Argo CD: PersistentVolumeClaims for volumes #438

docent-net · 2020-09-03T21:58:25Z

Is your feature request related to a problem? Please describe.

I'm trying to mount remote storage to the argocd repo-server. I can provide volumeMounts list as well as volumes list, but I can't create PVC for those volumes using helm chart.

Describe the solution you'd like

volumes.yaml could contain a definition of StorageClass name for PVC. When provided, the volume mount would be created on top of this PVC.

Describe alternatives you've considered

Alternatively, documentation could be extended with information about using PVC and manual creation of PVC.

Additional context

I can see, that similar feature is already implemented in redis-ha:

argo-helm/charts/argo-cd/charts/redis-ha/templates/redis-ha-statefulset.yaml

Line 285 in d7da8e8

Also, this request is only about repo-server, but similar could be requested for Redis and other components.

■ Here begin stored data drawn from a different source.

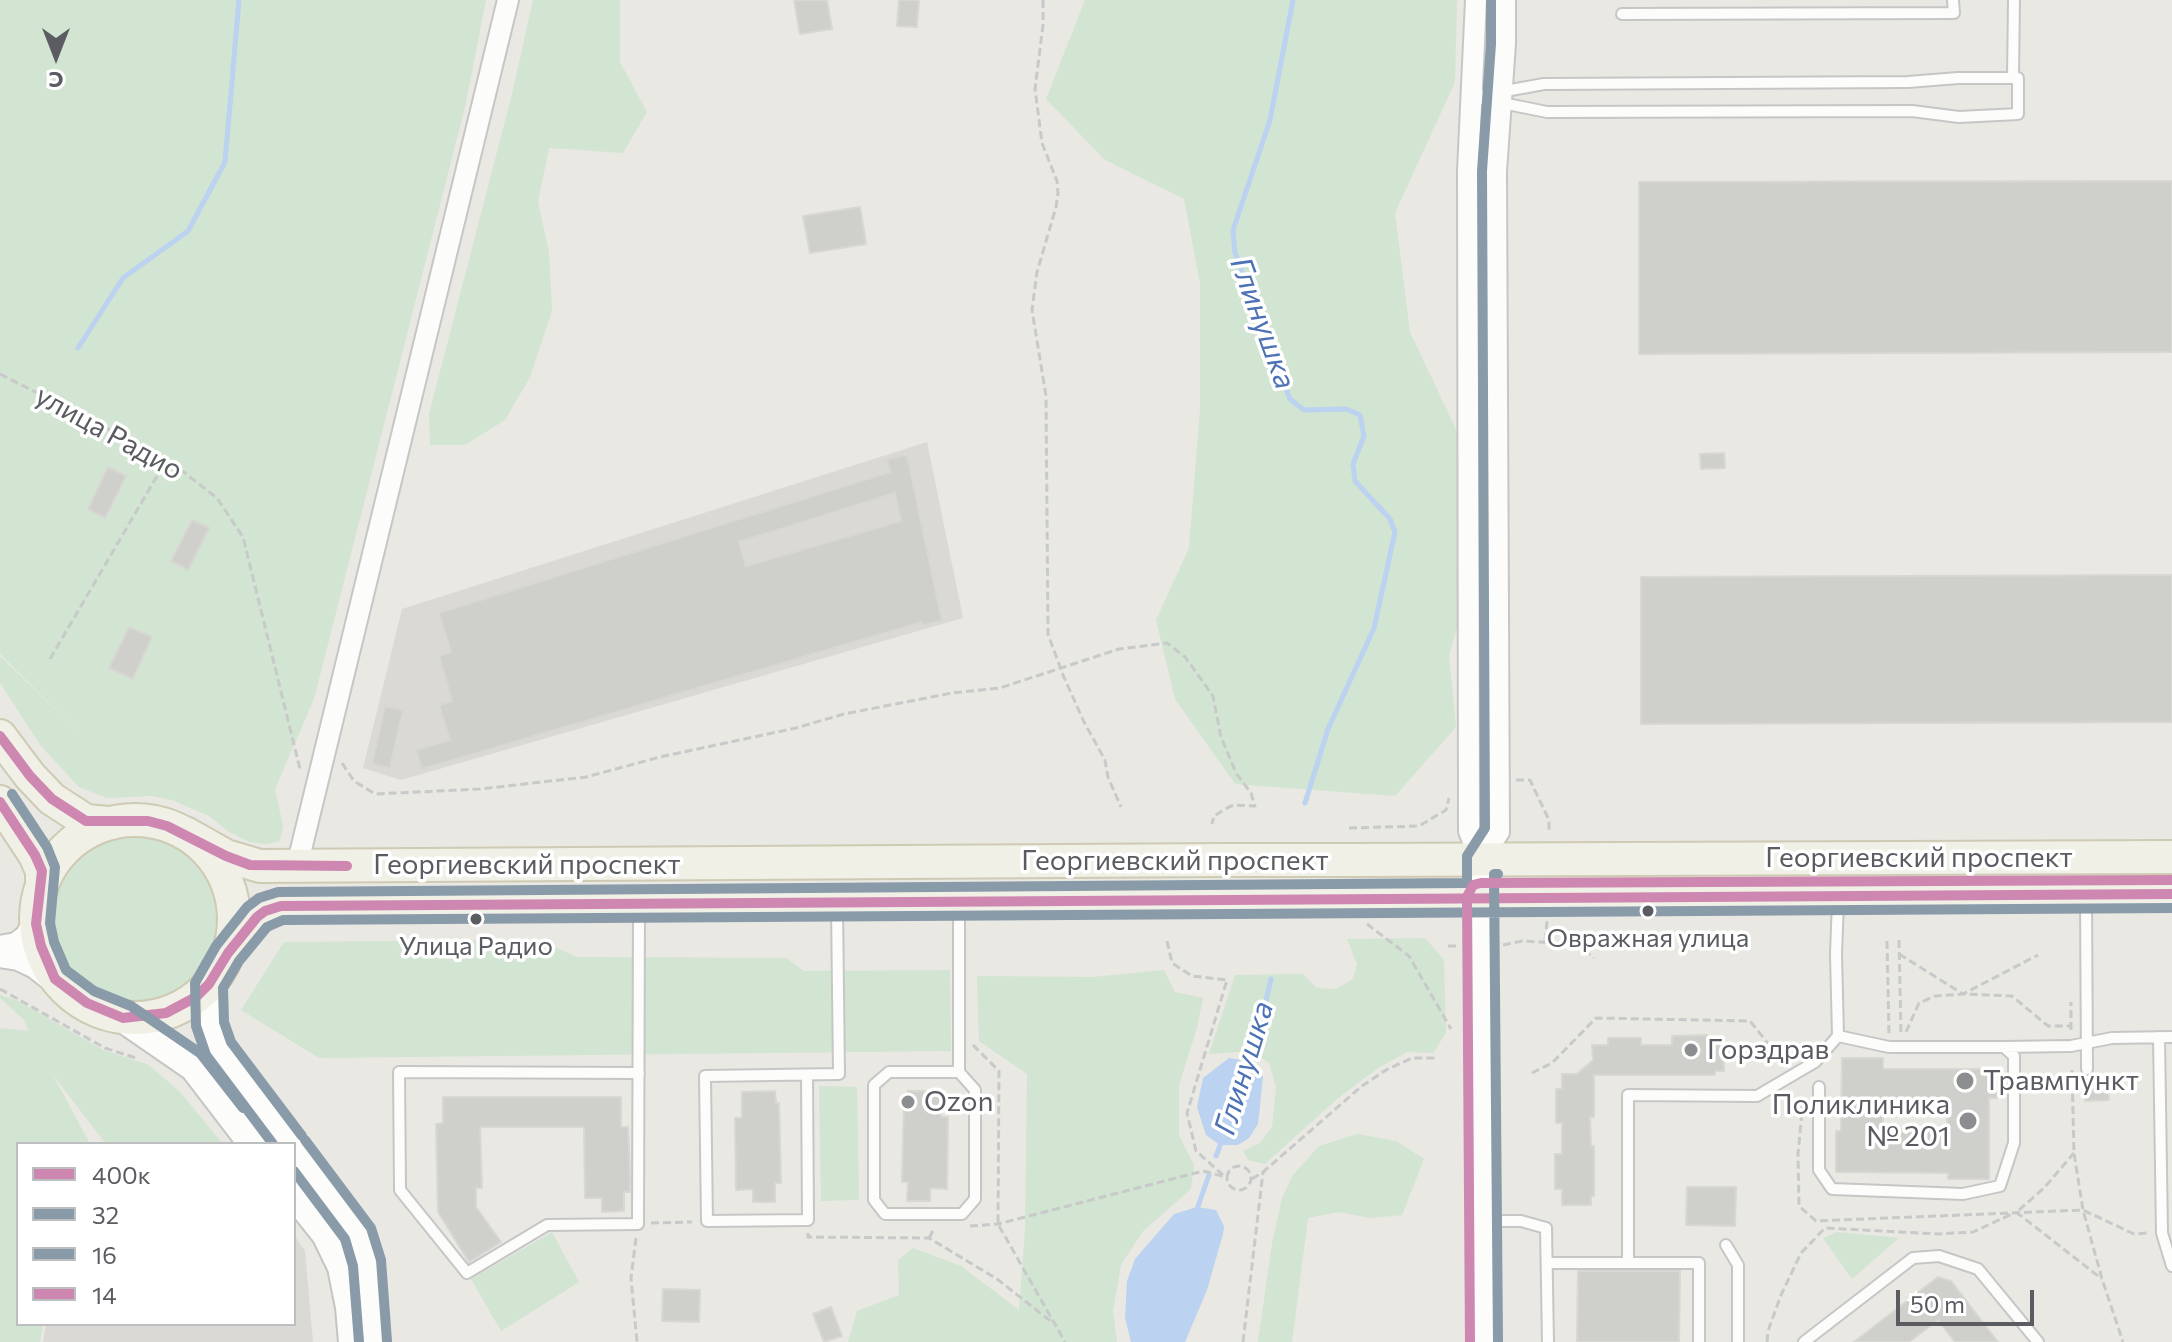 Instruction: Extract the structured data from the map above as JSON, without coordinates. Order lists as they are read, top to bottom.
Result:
{
  "streets": {
    "main road": ["Георгиевский проспект"],
    "path": ["улица Радио"]
  },
  "water": ["Глинушка"],
  "places": [
    "Овражная улица",
    "Улица Радио",
    "Горздрав",
    "Травмпункт",
    "Ozon",
    "Поликлиника № 201"
  ],
  "lines": [
    "transit line 16",
    "transit line 400к",
    "transit line 32",
    "transit line 14"
  ],
  "legend": [
    "400к",
    "32",
    "16",
    "14"
  ],
  "scale_bar": "50 m",
  "north": "bottom"
}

If this looks like something useful, I can provide PR.

tlvenn · 2020-10-17T00:53:24Z

I think this is more than useful and should definitely comes outside of the box.
@docent-net any chance you can get a stab at this fairly soon ?

docent-net · 2020-10-18T10:28:26Z

Sure, on it :)

docent-net · 2020-11-20T18:42:29Z

@tlvenn I need to ask a question, about this. Read through ArgoCD docs (e.g. here https://argoproj.github.io/argo-cd/operator-manual/high_availability/#argocd-repo-server) and it looked like a straightforward thing - just create volumeClaimTemplates with proper configuration for the PVC and that's all.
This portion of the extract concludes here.